Press release: "On the way to the perfect glass"
Bulk chemical synthesis
The chemical industry is seeking for more efficient and more environmentally compatible processes for the manufacture of raw materials, monomers used in the polymer industry. Reducing the number of steps in the process together with optimising the catalytic reactions has now become a priority for companies involved in the bulk chemical synthesis. Heterogeneous Catalysis controls about 90% of the world's chemical manufacturing processes, and contributes substantially to the GNP of large industrialised economies. Yet fundamental chemical and physical mechanisms are often not completely understood and its study remains largely empirical, awaiting for a systematic investigation. Accordingly, it is in the industries' interest to invest in research in this field in order to reduce costs via improved chemical and energy efficiencies while reducing the environmental impact of chemical operations.
Synchrotron techniques at the ESRF play a major role in this context as they offer a unique way to understand the behaviour of catalytic systems.
X-ray Absorption Spectroscopy (EXAFS, XANES) provides information on the atomic organisation and chemical bonding around an absorbing atom in whatever medium it is embedded (solid, liquid, gas, surface). Qualitative and quantitative measurements during a catalysis are possible at millisecond time resolution with concentration ranging from ppm to weight percent. Our unique facility allows you to follow homogeneous or heterogeneous catalysis coupled with FT-IR and Mass spectroscopy of UV spectrophotometry to get the best of your sample.

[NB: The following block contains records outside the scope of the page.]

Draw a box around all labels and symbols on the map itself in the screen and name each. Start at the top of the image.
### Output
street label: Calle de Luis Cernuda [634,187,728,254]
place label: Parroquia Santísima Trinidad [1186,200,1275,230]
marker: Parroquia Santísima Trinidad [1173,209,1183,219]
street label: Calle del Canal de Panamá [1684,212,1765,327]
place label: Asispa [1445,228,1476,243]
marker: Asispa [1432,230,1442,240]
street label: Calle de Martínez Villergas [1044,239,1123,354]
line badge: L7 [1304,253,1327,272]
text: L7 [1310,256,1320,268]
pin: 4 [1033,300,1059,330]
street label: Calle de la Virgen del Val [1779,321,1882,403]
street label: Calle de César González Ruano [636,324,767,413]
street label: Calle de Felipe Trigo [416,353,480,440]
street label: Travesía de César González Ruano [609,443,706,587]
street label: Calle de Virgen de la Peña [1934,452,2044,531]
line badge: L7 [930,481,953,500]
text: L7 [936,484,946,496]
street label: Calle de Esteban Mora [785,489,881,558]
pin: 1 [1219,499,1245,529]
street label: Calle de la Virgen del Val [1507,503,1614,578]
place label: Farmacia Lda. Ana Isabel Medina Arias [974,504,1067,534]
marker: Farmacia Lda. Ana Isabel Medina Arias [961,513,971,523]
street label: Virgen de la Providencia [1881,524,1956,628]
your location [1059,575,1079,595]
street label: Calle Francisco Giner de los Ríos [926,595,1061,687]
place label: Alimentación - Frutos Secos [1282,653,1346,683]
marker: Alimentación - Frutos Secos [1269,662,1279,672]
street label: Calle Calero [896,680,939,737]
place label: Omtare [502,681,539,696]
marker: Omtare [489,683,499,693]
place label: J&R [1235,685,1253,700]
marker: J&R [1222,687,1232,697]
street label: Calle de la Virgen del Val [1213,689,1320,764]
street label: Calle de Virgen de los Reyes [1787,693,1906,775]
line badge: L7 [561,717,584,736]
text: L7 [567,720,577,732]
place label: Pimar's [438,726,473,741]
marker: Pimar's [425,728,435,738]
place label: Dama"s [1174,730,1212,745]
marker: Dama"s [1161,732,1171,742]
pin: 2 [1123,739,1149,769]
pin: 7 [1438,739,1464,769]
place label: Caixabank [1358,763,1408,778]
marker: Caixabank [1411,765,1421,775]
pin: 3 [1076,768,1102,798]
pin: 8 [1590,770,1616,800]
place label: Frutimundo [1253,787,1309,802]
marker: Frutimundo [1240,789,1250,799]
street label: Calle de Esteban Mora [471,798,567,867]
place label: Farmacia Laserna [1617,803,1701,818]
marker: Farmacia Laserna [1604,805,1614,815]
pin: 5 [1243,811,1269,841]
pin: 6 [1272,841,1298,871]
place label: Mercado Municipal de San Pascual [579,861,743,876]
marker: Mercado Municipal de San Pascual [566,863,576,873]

Small-Angle and Wide-Angle X-ray Scattering provides unique information to analyse the shape, size and density of nanoparticles and the potential of interaction between particles in catalysts manufacturing processes.
X-ray Microtomography is an imaging technique useful to provide a 3D imaging of matrices and detect trace of elements at a high resolution.
X-ray Microscopy is often used to determine quantitative oxidation states of species even at ultradilute concentration.